While he was receiving his jersey and being awarded with the honor of being selected as a U.S. Army All-American, King joked with reporters in saying, "this would be a lot more fun if I was playing. I want to show you guys what I can do."
King is definitely the big man on campus and it is obvious that the school, the program and the fans have all taken to him quickly as there was a large crowd on hand to see him accept the nomination. One thing that gets lost in all the hoopla is that these blue-chip recruits are still just kids and King is clearly just trying to find his way and learn how to fit in at what is now his third school in the past year.
"[The transition] has been really good so far," King said. "The people are real nice and there is a lot of support out here. Honestly, the biggest difference for me has been the weather. It gets pretty cold here and even though it hasn't really rained yet, I can tell it is going to be cold and wet and that is something I'm not really used to."
In a year with a lot of high level talent in Oregon, King's arrival has made an impact on many levels.

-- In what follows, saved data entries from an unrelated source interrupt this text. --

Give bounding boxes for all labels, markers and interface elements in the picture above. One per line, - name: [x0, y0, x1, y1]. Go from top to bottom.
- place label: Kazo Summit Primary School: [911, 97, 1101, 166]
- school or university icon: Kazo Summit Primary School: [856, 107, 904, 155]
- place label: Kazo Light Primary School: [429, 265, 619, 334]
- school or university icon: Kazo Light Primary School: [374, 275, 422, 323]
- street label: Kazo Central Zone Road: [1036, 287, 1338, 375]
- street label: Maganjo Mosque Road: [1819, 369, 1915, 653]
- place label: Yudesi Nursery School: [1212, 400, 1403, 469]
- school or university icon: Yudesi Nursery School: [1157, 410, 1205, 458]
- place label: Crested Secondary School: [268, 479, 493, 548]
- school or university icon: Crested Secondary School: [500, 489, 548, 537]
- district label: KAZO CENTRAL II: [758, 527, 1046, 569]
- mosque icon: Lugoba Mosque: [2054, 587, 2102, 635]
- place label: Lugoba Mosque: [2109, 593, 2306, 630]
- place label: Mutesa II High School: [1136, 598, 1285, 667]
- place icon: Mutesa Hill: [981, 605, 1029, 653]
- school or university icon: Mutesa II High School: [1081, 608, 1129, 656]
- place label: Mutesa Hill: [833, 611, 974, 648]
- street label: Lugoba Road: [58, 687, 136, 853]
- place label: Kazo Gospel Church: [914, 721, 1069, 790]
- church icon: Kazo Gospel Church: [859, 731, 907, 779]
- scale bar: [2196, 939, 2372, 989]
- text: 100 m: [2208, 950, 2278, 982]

For the first time, Oregon has more than one selection to the game and went beyond that with four players being selected to play in San Antonio, Texas, on January 9, 2010, televised nationally on NBC at Noon CT.
King described what it has been like in his new surroundings when it comes to the football side of things by talking about the level of football and how it is played in Oregon, a place not usually known for producing high school football talent.
"Actually, the players and the teams are a lot better than I thought they would be," he said. "They are better than where I came from. They play with a lot of heart, a lot of passion and they go hard every play. I respect that a lot. I really don't know if it is because they are going up against me and they want to prove themselves to me or if that is just what it's like out here. Whatever it is, it is tough out here every time you step on the field."
Usually when Eugene, Oregon gets brought up in a football conversation it has to do with the University of Oregon but the home of the Ducks now boasts two of the most versatile players in the country at the high school level. Although Gabe says he doesn't know fellow U.S. Army All-American Curtis White very well, he did offer this up when asked about the No. 90 player on the Rivals100 list.
"I have talked to Curt a few times but I don't really know him too well," King said. "We're haven't talked on a real, friend-type level yet but I'm sure we will at some point. For now though, I can't wait to get back and go up against him."
King thinks highly of White's talent level.
"He is a great player. He is tough, he is real athletic and he is just an all-around talent. He is definitely a great player and the type of guy I want to play with. I know he's probably going to be a tight end, but wherever I sign, I want to take him with me. He's that good."
As for his own plans, King wants to make a statement in the U.S. Army All-American Bowl when he gets the chance.
"It truly is an honor," he said. "Like I said earlier, just to be able to play has been a blessing and being selected to play in this game with so many other elite players means a lot to me. A lot of people have questioned the way things have turned out so when I get back, I am going to show everyone what I am made of."